### WHAT YOU NEED TO DO:
Beneath this instruction is a listing. Transcribe from it only the stretch from the line with "M115,874H126L127,891H116Z" through the line with "M566,1595H578V1608H566Z", both end lines included, exactly as written.

### RECORDED INFORMATION:
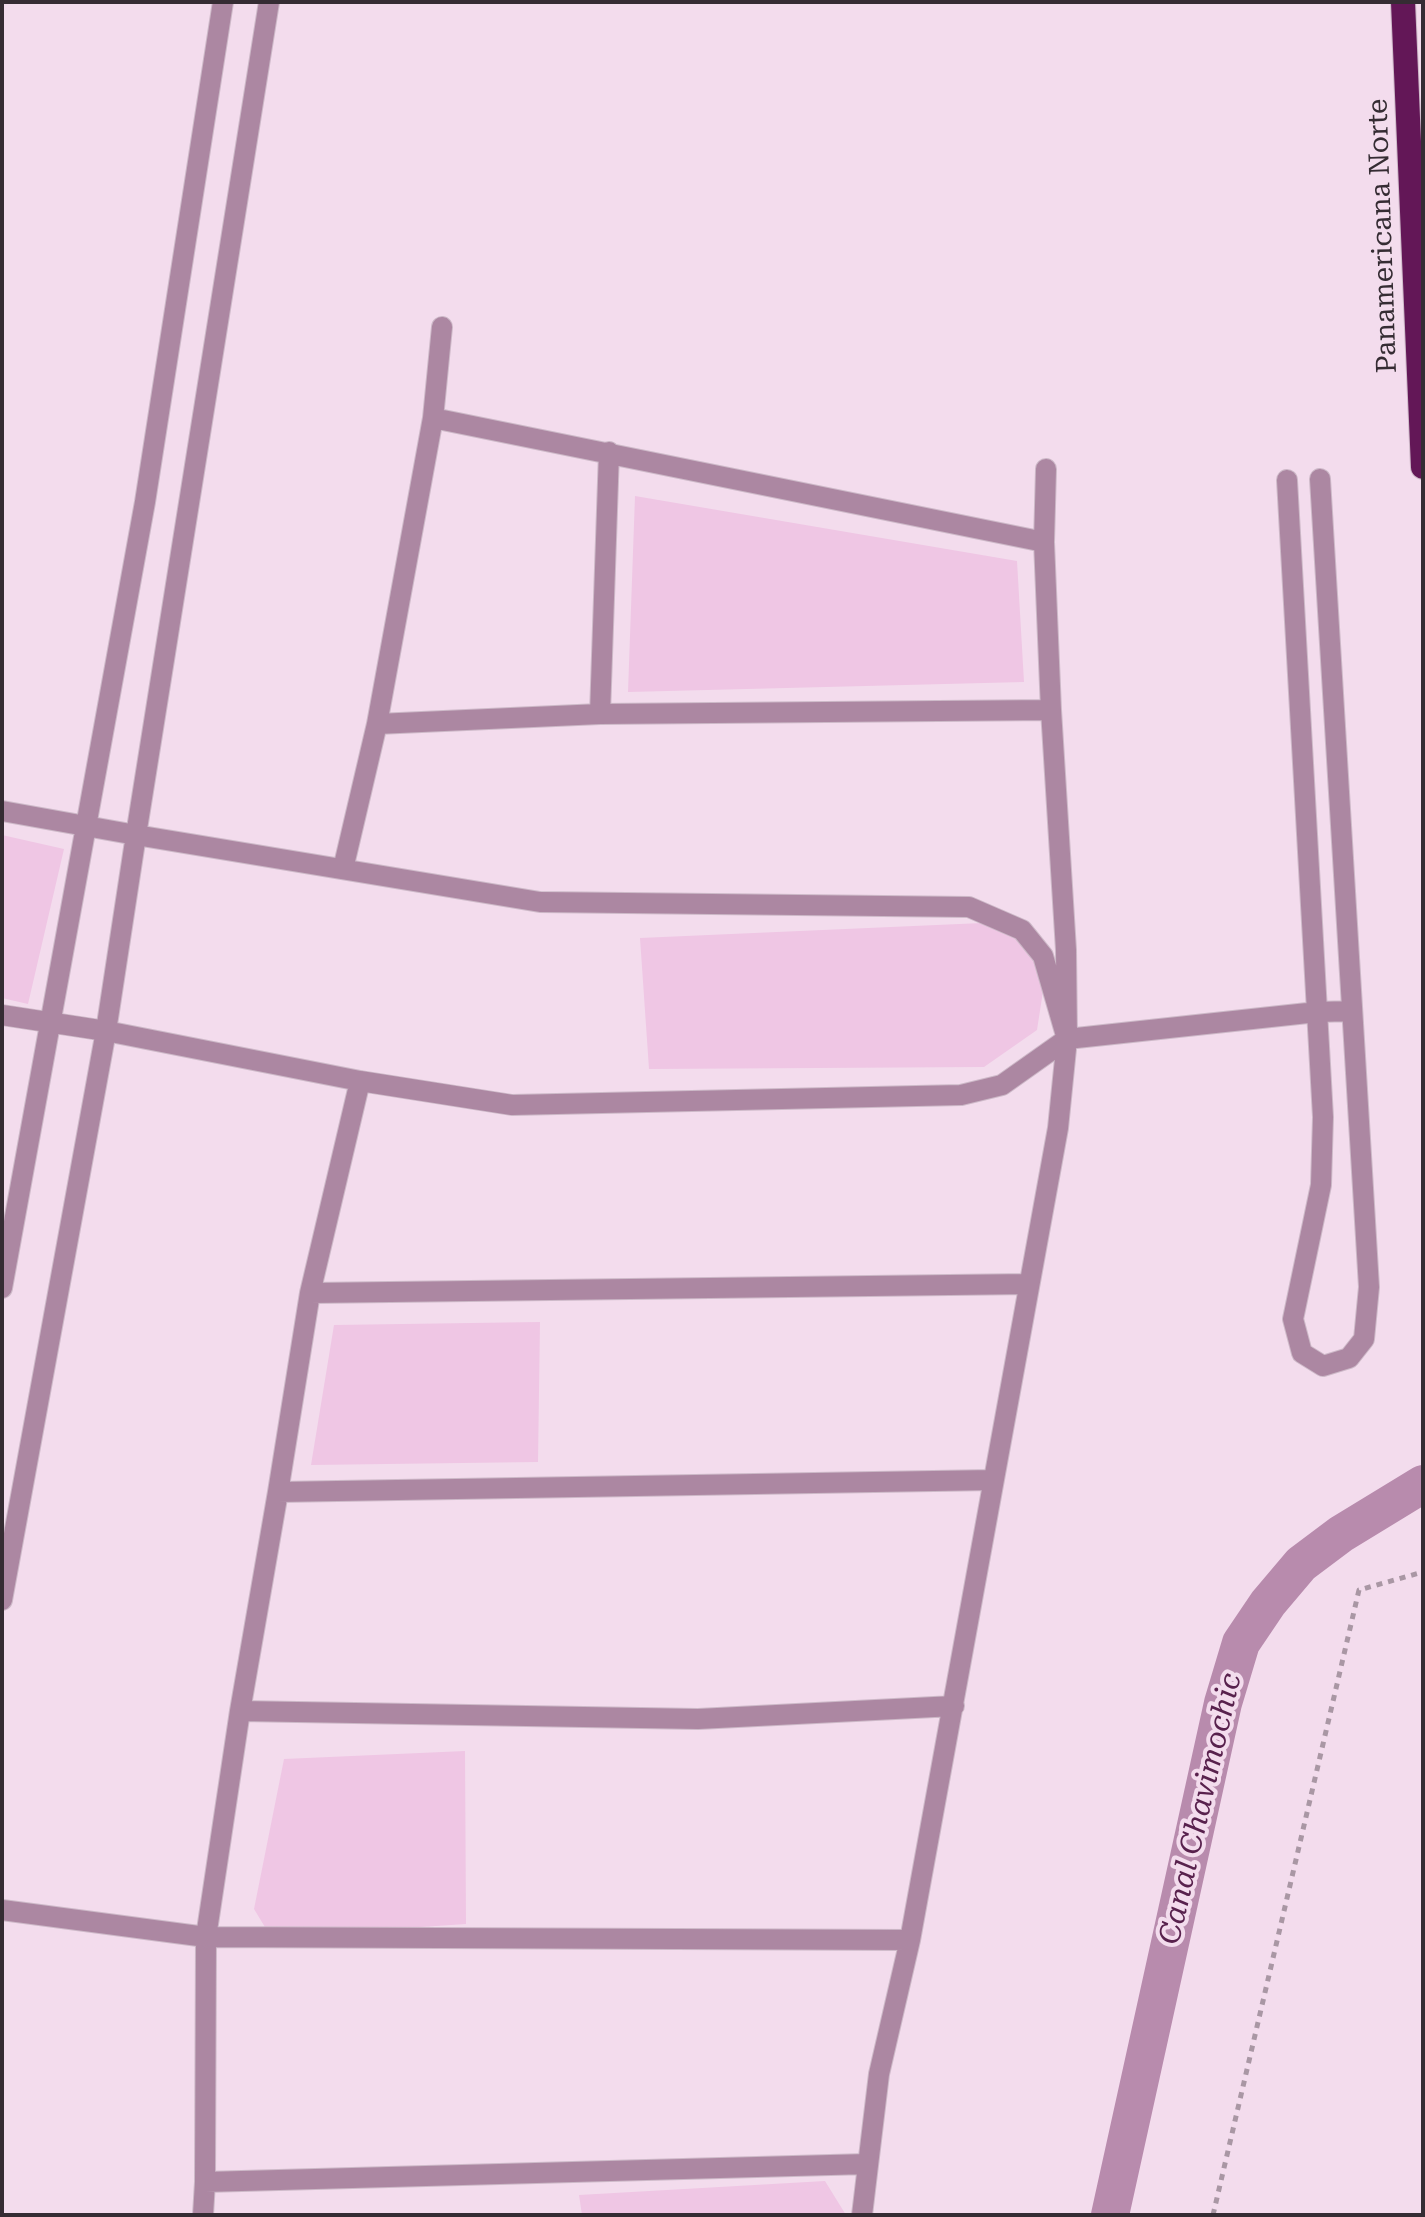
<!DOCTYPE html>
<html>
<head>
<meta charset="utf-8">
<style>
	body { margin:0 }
	#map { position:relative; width:1425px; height:2217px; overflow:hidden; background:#f3dced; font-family:"Roboto Serif",serif }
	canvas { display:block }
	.frame { position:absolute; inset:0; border:4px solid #352c33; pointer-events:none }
</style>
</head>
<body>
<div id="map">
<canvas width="1425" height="2217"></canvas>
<div class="frame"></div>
</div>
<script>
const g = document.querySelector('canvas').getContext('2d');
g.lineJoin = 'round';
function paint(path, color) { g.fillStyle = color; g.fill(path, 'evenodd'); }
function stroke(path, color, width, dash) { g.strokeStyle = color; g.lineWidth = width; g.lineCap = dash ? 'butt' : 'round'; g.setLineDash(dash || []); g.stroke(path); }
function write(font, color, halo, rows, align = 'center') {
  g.font = font + ' "Roboto Serif",serif'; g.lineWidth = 8; g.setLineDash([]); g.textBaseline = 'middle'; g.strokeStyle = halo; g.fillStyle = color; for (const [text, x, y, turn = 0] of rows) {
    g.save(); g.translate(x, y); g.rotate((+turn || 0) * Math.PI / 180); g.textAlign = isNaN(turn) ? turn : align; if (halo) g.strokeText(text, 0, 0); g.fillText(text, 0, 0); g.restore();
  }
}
const green = new Path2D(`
	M635 496 1017 561 1024 682 628 692Z
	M2 835 64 849 28 1004 2 998Z
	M1005 922 1046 972 1037 1030 984 1067 649 1069 640 938Z
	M540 1322 538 1462 311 1465 334 1325Z
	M465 1751 466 1924 271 1937 254 1909 284 1759Z
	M825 2181 846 2215H582L579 2195Z`);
const canal = new Path2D(`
	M1110 2215 1223 1703 1241 1643 1268 1603 1301 1564 1341 1534 1423 1484`);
const path = new Path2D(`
	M1213 2215 1359 1590 1423 1572`);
const minor = new Path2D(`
	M442 327 433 418 377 724 600 714 1051 710
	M433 418 1044 542
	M1287 480 1323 1117 1321 1185 1293 1319 1302 1353 1323 1366 1349 1358 1364 1339 1369 1287 1320 479
	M600 714 609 452
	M2 811 136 835 540 902 969 907 1022 930 1043 956 1067 1039 1002 1085 961 1095 512 1105 360 1081 106 1031 2 1015
	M343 869 377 724
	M1067 1039 1317 1012 1352 1011
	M2 1288 145 502 223 2
	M310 1293 360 1081
	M278 1492 993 1480
	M2 1600 106 1031 136 835 269 2
	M240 1711 698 1719 954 1706
	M2 1910 206 1937 910 1940
	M205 2182 867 2164
	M203 2215 205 2182 206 1937 240 1711 278 1492 310 1293 1029 1284
	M862 2215 879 2074 910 1940 1058 1128 1067 1039 1066 950 1051 710 1044 542 1046 469`);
const highway = new Path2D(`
	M1403 2 1423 467`);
const streetNames = [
	["Panamericana Norte",1383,236,-92]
];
const waterNames = [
	["Canal Chavimochic",1201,1809,-77]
];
paint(green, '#efc6e4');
stroke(canal, '#b88bad', 38);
stroke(minor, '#cdb9c8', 22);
stroke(highway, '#cdb9c8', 26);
stroke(path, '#a997a4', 5, [6, 6]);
stroke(minor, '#ac87a2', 20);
stroke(highway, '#631757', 24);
write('28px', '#352c33', '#f3dced', streetNames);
write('italic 30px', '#58214d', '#f3dced', waterNames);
</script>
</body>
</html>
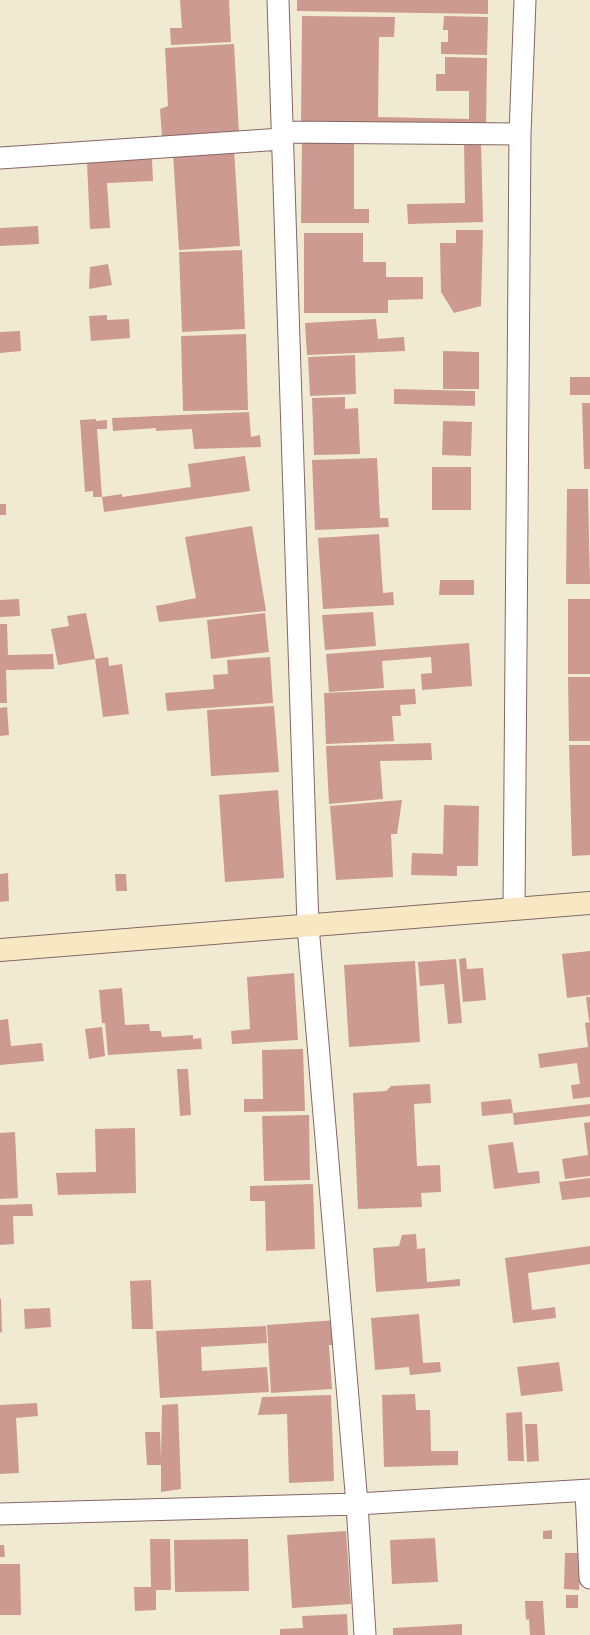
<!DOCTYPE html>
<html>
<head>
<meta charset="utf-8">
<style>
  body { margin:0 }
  canvas { display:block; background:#f1ead2 }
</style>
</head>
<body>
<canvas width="590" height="1635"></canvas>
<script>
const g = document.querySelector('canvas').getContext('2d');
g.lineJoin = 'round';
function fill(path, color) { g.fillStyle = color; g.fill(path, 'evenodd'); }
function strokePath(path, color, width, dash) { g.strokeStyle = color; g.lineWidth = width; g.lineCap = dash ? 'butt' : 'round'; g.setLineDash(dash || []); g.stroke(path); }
const building = new Path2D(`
  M180,0H229L231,42L171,45L170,28H182Z
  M297,0H488V14L297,11Z
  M302,16L395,17L394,37H379L378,117L469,119V91H436V74H445V57L487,58L486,129L301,126Z
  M444,16L488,17L487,55L441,54V42H448V30H443Z
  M234,44L239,133L162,137L160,109L168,106L165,48Z
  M302,140H354V209H369V223H301Z
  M481,140L483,222L408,224L407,204L465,203L464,141Z
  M234,149L240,246L179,250L173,153Z
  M152,159L153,181L107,183L110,228L90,229L87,162Z
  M38,226L39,244L0,246V228Z
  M456,230H483L481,306L454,313L441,292L440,243H456Z
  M304,233H363V262H386V277H423V299L388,300V313H304Z
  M242,250L245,329L182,332L179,252Z
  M108,264L112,285L89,289L90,267Z
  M107,315V320L129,319L130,338L91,341L89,316Z
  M376,319L378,339L404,337L405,351L307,355L305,323Z
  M20,331L21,351L0,353V332Z
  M246,334L248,410L183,411L181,336Z
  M443,351L479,352V389H443Z
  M355,355L356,394L310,396L308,357Z
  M570,377H590V395H570Z
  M394,389L475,391V406L394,404Z
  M345,397V409L358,408L360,454L314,455L312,398Z
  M582,403H590V469H584Z
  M249,412L251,437L260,435L261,447L194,449L192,429L156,431V428L113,431L112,418Z
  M96,419V421L107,420V429H97L102,497H93V491L85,492L80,420Z
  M443,421L472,422L471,456L442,455Z
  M245,456L250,491L104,512L102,497L122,494V497L191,487L188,464Z
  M377,458L380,518H388L389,527L315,530L312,460Z
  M432,467H471V510H432Z
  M567,489H588L590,584H566Z
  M0,504H6V515H0Z
  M252,526L266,611L159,622L156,606L196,598L185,537Z
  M379,534L383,593L393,592L394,605L323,609L318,538Z
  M440,580H474V595H439Z
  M19,599L20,616L0,617V600Z
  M568,599H590V674H568Z
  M373,612L376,646L325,650L322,615Z
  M86,613L95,659L108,657L109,666L122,664L129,714L103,717L95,659L58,665L51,629L69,626L67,616Z
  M265,613L269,652L211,659L207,620Z
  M0,624H7L8,655L53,654L54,669L6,670L7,703H0Z
  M469,643L472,686L422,690L421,674L432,673L431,657L382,661L384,688L329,692L326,654Z
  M270,657L273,703L167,711L165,693L214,689L213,675L228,674L227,660Z
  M568,677H590V741H569Z
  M415,689L416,704L400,705L401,716H392L394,741L326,744L324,693Z
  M274,706L279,772L211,776L207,710Z
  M7,707L9,735L0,736V708Z
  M431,743L432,760L380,761L383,799L329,804L326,746Z
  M569,745H590V855L572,856Z
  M278,790L284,878L225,882L219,795Z
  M402,800L397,834H391L393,877L336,880L330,806Z
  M444,805L479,806L478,866H457V876L411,875L412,853L443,854Z
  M8,873L9,901L0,902V874Z
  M115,874H126L127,891H116Z
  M590,951V995L567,998L562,954Z
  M466,958L467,969L483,968L486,1000L463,1002L459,959Z
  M456,959L462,1023L448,1024L444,984L420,986L418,962Z
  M415,961L420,1042L349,1047L344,965Z
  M294,973L298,1040L232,1044L231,1031L250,1029L247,977Z
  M122,988L125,1025L149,1024L150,1031H161L162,1037L193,1035V1039L201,1038L202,1049L108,1055L105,1023H102L99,990Z
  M586,997H590V1021H589Z
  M8,1019L11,1046L42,1043L44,1061L0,1065V1020Z
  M590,1022V1097L573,1099L571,1085L580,1084L577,1063L540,1068L538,1054L588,1047L585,1023Z
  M102,1027L105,1056L89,1059L85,1029Z
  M303,1049L305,1111L244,1112V1099H263L262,1050Z
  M177,1069H188L191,1115L180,1116Z
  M430,1084L431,1103L414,1104L417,1166L440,1165L441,1192L421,1193L422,1207L358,1209L353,1093L386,1091L391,1086Z
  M511,1099L513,1113L590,1104V1116L514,1125L513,1113L482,1116L481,1102Z
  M309,1115L310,1180L264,1181L262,1116Z
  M590,1122V1176L565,1179L562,1159L588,1155L584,1123Z
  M135,1128L136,1193L58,1195L56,1173L96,1172L95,1129Z
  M15,1132L18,1198L0,1199V1133Z
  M513,1142L518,1173L539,1171L540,1183L494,1189L488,1145Z
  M590,1178V1197L562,1200L559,1182Z
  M313,1184L315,1249L266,1251L265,1201H250V1186Z
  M32,1204L33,1216H13L14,1244L0,1245V1205Z
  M416,1234L417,1249L425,1248L427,1282L460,1279V1286L376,1292L373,1248L399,1246L402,1235Z
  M590,1246V1264L528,1273L532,1310L555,1307L556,1318L513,1323L505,1258Z
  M151,1280L153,1329H132L130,1281Z
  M0,1299H1L2,1333L0,1332Z
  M50,1308L51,1327L25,1329L24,1309Z
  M419,1314L423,1363L440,1362L441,1372L410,1375L409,1367L375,1370L371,1318Z
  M336,1320L338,1345H329L332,1389L271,1393L267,1325Z
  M266,1326L267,1343L201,1347L202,1371L267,1367L269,1392L160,1398L156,1331Z
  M559,1362L563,1391L521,1396L517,1367Z
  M415,1394L416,1410H430L431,1451H458V1465L384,1467L382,1395Z
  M331,1395L334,1481L289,1483L287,1414L258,1415L262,1397Z
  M37,1403L38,1416L16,1418L19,1473L0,1474V1405Z
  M178,1404L181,1489L161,1492V1465H147L145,1432H160L161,1460L162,1405Z
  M522,1412L524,1461H508L506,1413Z
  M525,1424H537L539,1461L527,1462Z
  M552,1530V1539H543V1531Z
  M346,1531L351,1604L292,1608L287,1535Z
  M435,1538L438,1582L392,1584L390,1540Z
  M150,1539H170L171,1590H156V1610L135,1611L134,1587H151Z
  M248,1539L249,1591L175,1592L174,1540Z
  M0,1545H4L5,1557H0Z
  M565,1553H581L579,1590L564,1589Z
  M0,1564H20L21,1615H0Z
  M566,1595H578V1608H566Z
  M525,1601H543L545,1635H530L529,1619L526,1620Z
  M347,1614L348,1635H280V1629L303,1628L302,1616Z
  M462,1624V1635H393V1628Z`);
const street = new Path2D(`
  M278,0L308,926L357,1504L365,1635
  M282,132L520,134
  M0,158L282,139
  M514,908L520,134L525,0
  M586,1491L590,1578
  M0,1514L357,1504L590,1490`);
const secondary = new Path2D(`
  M0,950L590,903`);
fill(building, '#cc9a91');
strokePath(street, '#846665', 23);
strokePath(secondary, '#846665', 24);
strokePath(street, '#fff', 21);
strokePath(secondary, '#f7e8c3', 22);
</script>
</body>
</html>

### SOLUTION:
  M115,874H126L127,891H116Z
  M590,951V995L567,998L562,954Z
  M466,958L467,969L483,968L486,1000L463,1002L459,959Z
  M456,959L462,1023L448,1024L444,984L420,986L418,962Z
  M415,961L420,1042L349,1047L344,965Z
  M294,973L298,1040L232,1044L231,1031L250,1029L247,977Z
  M122,988L125,1025L149,1024L150,1031H161L162,1037L193,1035V1039L201,1038L202,1049L108,1055L105,1023H102L99,990Z
  M586,997H590V1021H589Z
  M8,1019L11,1046L42,1043L44,1061L0,1065V1020Z
  M590,1022V1097L573,1099L571,1085L580,1084L577,1063L540,1068L538,1054L588,1047L585,1023Z
  M102,1027L105,1056L89,1059L85,1029Z
  M303,1049L305,1111L244,1112V1099H263L262,1050Z
  M177,1069H188L191,1115L180,1116Z
  M430,1084L431,1103L414,1104L417,1166L440,1165L441,1192L421,1193L422,1207L358,1209L353,1093L386,1091L391,1086Z
  M511,1099L513,1113L590,1104V1116L514,1125L513,1113L482,1116L481,1102Z
  M309,1115L310,1180L264,1181L262,1116Z
  M590,1122V1176L565,1179L562,1159L588,1155L584,1123Z
  M135,1128L136,1193L58,1195L56,1173L96,1172L95,1129Z
  M15,1132L18,1198L0,1199V1133Z
  M513,1142L518,1173L539,1171L540,1183L494,1189L488,1145Z
  M590,1178V1197L562,1200L559,1182Z
  M313,1184L315,1249L266,1251L265,1201H250V1186Z
  M32,1204L33,1216H13L14,1244L0,1245V1205Z
  M416,1234L417,1249L425,1248L427,1282L460,1279V1286L376,1292L373,1248L399,1246L402,1235Z
  M590,1246V1264L528,1273L532,1310L555,1307L556,1318L513,1323L505,1258Z
  M151,1280L153,1329H132L130,1281Z
  M0,1299H1L2,1333L0,1332Z
  M50,1308L51,1327L25,1329L24,1309Z
  M419,1314L423,1363L440,1362L441,1372L410,1375L409,1367L375,1370L371,1318Z
  M336,1320L338,1345H329L332,1389L271,1393L267,1325Z
  M266,1326L267,1343L201,1347L202,1371L267,1367L269,1392L160,1398L156,1331Z
  M559,1362L563,1391L521,1396L517,1367Z
  M415,1394L416,1410H430L431,1451H458V1465L384,1467L382,1395Z
  M331,1395L334,1481L289,1483L287,1414L258,1415L262,1397Z
  M37,1403L38,1416L16,1418L19,1473L0,1474V1405Z
  M178,1404L181,1489L161,1492V1465H147L145,1432H160L161,1460L162,1405Z
  M522,1412L524,1461H508L506,1413Z
  M525,1424H537L539,1461L527,1462Z
  M552,1530V1539H543V1531Z
  M346,1531L351,1604L292,1608L287,1535Z
  M435,1538L438,1582L392,1584L390,1540Z
  M150,1539H170L171,1590H156V1610L135,1611L134,1587H151Z
  M248,1539L249,1591L175,1592L174,1540Z
  M0,1545H4L5,1557H0Z
  M565,1553H581L579,1590L564,1589Z
  M0,1564H20L21,1615H0Z
  M566,1595H578V1608H566Z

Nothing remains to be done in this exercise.